*WHAT IS BEING ASKED*:
Both the line with "position:relative; height:2102px; overflow:hidden" and the line with "display:flex; gap:12px; margin-top:auto;" in the records below must appear in the output, along with every line between them, exactly and with nothing added.
(INPUT DATA Opens)
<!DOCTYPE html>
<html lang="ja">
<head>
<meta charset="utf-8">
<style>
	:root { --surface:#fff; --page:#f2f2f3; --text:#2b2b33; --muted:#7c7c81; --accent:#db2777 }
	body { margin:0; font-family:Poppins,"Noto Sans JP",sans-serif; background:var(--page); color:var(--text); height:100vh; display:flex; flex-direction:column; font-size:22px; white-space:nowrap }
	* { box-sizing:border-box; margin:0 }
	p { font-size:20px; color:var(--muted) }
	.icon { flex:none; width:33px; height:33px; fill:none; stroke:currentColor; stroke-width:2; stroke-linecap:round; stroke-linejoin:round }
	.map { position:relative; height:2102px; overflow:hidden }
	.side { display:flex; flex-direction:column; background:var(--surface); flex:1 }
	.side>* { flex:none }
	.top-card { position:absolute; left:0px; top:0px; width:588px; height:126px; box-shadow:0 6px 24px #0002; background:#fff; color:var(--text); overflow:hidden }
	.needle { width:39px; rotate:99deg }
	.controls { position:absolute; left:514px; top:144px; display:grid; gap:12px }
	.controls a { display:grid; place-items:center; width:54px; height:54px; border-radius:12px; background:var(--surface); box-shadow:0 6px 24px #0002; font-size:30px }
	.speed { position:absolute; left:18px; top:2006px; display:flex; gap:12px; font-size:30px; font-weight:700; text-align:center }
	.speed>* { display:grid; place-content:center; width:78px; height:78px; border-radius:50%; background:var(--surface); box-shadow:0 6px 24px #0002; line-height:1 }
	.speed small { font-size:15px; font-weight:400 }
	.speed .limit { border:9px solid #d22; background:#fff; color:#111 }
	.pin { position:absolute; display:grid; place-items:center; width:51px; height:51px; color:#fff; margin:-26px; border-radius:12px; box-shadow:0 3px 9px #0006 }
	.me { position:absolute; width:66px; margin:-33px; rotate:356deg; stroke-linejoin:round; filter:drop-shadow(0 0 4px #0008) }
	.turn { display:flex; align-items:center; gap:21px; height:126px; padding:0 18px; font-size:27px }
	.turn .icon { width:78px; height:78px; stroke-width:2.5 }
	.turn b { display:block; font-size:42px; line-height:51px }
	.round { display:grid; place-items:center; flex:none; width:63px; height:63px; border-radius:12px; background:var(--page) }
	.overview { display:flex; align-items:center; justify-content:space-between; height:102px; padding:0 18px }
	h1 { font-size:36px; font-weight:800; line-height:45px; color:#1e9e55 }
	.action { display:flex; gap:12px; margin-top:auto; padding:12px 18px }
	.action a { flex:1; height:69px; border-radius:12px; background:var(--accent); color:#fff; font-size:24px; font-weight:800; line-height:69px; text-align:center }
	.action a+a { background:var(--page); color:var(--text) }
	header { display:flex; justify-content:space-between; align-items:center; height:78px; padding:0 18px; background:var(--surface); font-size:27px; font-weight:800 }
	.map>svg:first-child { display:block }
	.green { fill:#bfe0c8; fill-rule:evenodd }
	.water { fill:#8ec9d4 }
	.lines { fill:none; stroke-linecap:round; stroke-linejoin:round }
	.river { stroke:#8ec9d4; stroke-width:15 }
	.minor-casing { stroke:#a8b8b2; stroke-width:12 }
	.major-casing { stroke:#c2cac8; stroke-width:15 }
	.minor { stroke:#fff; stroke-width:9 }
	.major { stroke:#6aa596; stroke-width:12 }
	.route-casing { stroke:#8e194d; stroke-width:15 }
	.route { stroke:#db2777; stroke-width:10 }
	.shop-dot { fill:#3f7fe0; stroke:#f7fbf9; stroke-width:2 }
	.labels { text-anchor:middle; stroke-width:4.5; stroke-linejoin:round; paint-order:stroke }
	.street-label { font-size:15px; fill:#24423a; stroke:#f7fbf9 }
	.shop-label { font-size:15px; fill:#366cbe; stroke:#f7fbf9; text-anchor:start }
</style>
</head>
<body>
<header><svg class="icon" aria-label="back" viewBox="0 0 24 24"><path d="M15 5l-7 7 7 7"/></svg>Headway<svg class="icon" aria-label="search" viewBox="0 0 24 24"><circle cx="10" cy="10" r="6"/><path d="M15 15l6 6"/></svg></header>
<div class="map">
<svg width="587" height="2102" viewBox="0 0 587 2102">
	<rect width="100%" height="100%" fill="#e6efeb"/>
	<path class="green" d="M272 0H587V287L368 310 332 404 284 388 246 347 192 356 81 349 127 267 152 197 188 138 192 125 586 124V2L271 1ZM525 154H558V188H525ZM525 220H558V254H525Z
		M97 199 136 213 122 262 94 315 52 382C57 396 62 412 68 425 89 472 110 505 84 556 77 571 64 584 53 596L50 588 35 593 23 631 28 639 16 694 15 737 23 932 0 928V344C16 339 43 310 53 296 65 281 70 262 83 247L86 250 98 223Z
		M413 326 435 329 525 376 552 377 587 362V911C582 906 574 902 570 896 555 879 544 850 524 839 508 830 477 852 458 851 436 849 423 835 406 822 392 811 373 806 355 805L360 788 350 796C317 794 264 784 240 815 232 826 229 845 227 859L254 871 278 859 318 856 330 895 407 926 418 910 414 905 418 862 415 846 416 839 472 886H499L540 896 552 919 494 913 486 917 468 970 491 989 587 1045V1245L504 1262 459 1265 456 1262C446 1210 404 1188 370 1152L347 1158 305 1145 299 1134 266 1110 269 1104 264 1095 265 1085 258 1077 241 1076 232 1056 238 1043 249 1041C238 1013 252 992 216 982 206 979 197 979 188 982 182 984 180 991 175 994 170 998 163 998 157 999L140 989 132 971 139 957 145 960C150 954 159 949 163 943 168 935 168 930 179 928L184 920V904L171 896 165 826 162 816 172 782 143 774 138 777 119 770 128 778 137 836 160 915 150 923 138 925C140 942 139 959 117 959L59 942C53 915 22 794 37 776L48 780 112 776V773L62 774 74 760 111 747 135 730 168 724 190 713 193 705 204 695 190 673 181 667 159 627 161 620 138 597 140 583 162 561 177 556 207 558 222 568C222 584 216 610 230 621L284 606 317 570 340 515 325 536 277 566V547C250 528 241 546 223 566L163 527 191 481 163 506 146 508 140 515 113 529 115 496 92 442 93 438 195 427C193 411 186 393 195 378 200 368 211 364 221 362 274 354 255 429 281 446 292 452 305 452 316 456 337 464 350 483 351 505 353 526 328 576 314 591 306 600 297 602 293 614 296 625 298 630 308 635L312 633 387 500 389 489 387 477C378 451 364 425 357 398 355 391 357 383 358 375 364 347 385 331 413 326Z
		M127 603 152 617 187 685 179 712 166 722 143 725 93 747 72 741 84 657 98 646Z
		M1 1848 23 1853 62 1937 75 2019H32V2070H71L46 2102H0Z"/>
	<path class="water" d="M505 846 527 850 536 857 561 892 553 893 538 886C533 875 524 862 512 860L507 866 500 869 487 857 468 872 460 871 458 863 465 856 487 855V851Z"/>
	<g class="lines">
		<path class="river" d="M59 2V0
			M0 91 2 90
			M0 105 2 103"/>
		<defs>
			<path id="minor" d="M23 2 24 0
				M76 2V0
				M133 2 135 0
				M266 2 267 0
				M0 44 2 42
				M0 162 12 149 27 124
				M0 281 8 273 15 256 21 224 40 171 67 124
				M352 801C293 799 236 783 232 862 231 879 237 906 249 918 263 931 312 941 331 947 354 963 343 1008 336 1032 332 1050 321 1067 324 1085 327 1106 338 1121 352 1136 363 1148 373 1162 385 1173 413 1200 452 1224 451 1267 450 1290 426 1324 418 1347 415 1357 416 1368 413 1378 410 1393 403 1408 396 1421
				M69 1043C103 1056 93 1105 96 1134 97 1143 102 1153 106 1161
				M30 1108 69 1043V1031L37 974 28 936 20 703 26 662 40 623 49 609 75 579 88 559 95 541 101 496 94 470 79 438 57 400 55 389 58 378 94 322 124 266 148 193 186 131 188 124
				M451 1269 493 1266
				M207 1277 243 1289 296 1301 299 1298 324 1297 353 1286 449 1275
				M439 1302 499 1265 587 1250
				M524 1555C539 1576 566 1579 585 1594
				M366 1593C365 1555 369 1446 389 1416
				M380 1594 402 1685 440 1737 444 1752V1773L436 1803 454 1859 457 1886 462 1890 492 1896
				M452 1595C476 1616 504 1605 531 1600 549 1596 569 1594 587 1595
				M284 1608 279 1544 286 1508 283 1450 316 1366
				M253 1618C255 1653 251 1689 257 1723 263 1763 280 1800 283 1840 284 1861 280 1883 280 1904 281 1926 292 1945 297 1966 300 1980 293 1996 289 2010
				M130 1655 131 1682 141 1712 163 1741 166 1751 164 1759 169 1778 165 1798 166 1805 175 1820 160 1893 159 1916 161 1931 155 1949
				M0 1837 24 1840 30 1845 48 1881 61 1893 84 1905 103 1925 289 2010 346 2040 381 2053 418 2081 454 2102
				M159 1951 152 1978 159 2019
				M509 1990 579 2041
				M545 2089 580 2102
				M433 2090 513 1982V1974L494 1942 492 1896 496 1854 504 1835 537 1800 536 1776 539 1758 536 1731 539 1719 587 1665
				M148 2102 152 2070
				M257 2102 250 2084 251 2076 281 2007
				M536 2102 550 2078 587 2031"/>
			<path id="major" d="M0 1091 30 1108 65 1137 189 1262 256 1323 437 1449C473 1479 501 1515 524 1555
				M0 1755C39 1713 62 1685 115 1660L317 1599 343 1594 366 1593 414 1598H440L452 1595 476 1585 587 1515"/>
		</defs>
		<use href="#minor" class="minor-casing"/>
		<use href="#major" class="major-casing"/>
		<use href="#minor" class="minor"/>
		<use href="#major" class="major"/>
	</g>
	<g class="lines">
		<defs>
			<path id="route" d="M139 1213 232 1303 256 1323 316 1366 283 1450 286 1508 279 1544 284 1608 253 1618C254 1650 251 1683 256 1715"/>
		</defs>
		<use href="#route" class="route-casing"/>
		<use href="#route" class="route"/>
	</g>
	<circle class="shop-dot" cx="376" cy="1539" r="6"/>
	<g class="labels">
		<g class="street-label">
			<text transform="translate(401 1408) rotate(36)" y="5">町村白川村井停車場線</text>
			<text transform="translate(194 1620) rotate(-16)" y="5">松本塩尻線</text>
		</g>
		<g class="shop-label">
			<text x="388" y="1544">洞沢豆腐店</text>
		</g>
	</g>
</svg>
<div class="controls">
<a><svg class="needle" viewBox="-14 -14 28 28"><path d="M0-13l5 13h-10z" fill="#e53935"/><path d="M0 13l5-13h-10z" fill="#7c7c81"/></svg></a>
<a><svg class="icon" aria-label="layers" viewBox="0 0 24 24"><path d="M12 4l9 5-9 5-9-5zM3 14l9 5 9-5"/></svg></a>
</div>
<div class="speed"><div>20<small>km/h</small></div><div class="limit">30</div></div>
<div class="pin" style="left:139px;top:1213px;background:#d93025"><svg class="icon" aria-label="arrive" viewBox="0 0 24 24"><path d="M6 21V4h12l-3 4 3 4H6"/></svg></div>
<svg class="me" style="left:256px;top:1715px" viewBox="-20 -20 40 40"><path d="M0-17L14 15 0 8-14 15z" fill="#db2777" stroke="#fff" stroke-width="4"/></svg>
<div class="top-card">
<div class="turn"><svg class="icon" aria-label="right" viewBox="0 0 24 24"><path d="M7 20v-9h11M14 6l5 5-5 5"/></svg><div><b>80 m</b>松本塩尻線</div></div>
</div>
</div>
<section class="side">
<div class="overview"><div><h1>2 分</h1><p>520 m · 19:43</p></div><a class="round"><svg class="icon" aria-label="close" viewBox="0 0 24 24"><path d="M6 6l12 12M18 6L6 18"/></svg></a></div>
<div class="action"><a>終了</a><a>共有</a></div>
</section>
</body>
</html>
(INPUT DATA Closes)
*RESPONSE TO THE TASK*:
	.map { position:relative; height:2102px; overflow:hidden }
	.side { display:flex; flex-direction:column; background:var(--surface); flex:1 }
	.side>* { flex:none }
	.top-card { position:absolute; left:0px; top:0px; width:588px; height:126px; box-shadow:0 6px 24px #0002; background:#fff; color:var(--text); overflow:hidden }
	.needle { width:39px; rotate:99deg }
	.controls { position:absolute; left:514px; top:144px; display:grid; gap:12px }
	.controls a { display:grid; place-items:center; width:54px; height:54px; border-radius:12px; background:var(--surface); box-shadow:0 6px 24px #0002; font-size:30px }
	.speed { position:absolute; left:18px; top:2006px; display:flex; gap:12px; font-size:30px; font-weight:700; text-align:center }
	.speed>* { display:grid; place-content:center; width:78px; height:78px; border-radius:50%; background:var(--surface); box-shadow:0 6px 24px #0002; line-height:1 }
	.speed small { font-size:15px; font-weight:400 }
	.speed .limit { border:9px solid #d22; background:#fff; color:#111 }
	.pin { position:absolute; display:grid; place-items:center; width:51px; height:51px; color:#fff; margin:-26px; border-radius:12px; box-shadow:0 3px 9px #0006 }
	.me { position:absolute; width:66px; margin:-33px; rotate:356deg; stroke-linejoin:round; filter:drop-shadow(0 0 4px #0008) }
	.turn { display:flex; align-items:center; gap:21px; height:126px; padding:0 18px; font-size:27px }
	.turn .icon { width:78px; height:78px; stroke-width:2.5 }
	.turn b { display:block; font-size:42px; line-height:51px }
	.round { display:grid; place-items:center; flex:none; width:63px; height:63px; border-radius:12px; background:var(--page) }
	.overview { display:flex; align-items:center; justify-content:space-between; height:102px; padding:0 18px }
	h1 { font-size:36px; font-weight:800; line-height:45px; color:#1e9e55 }
	.action { display:flex; gap:12px; margin-top:auto; padding:12px 18px }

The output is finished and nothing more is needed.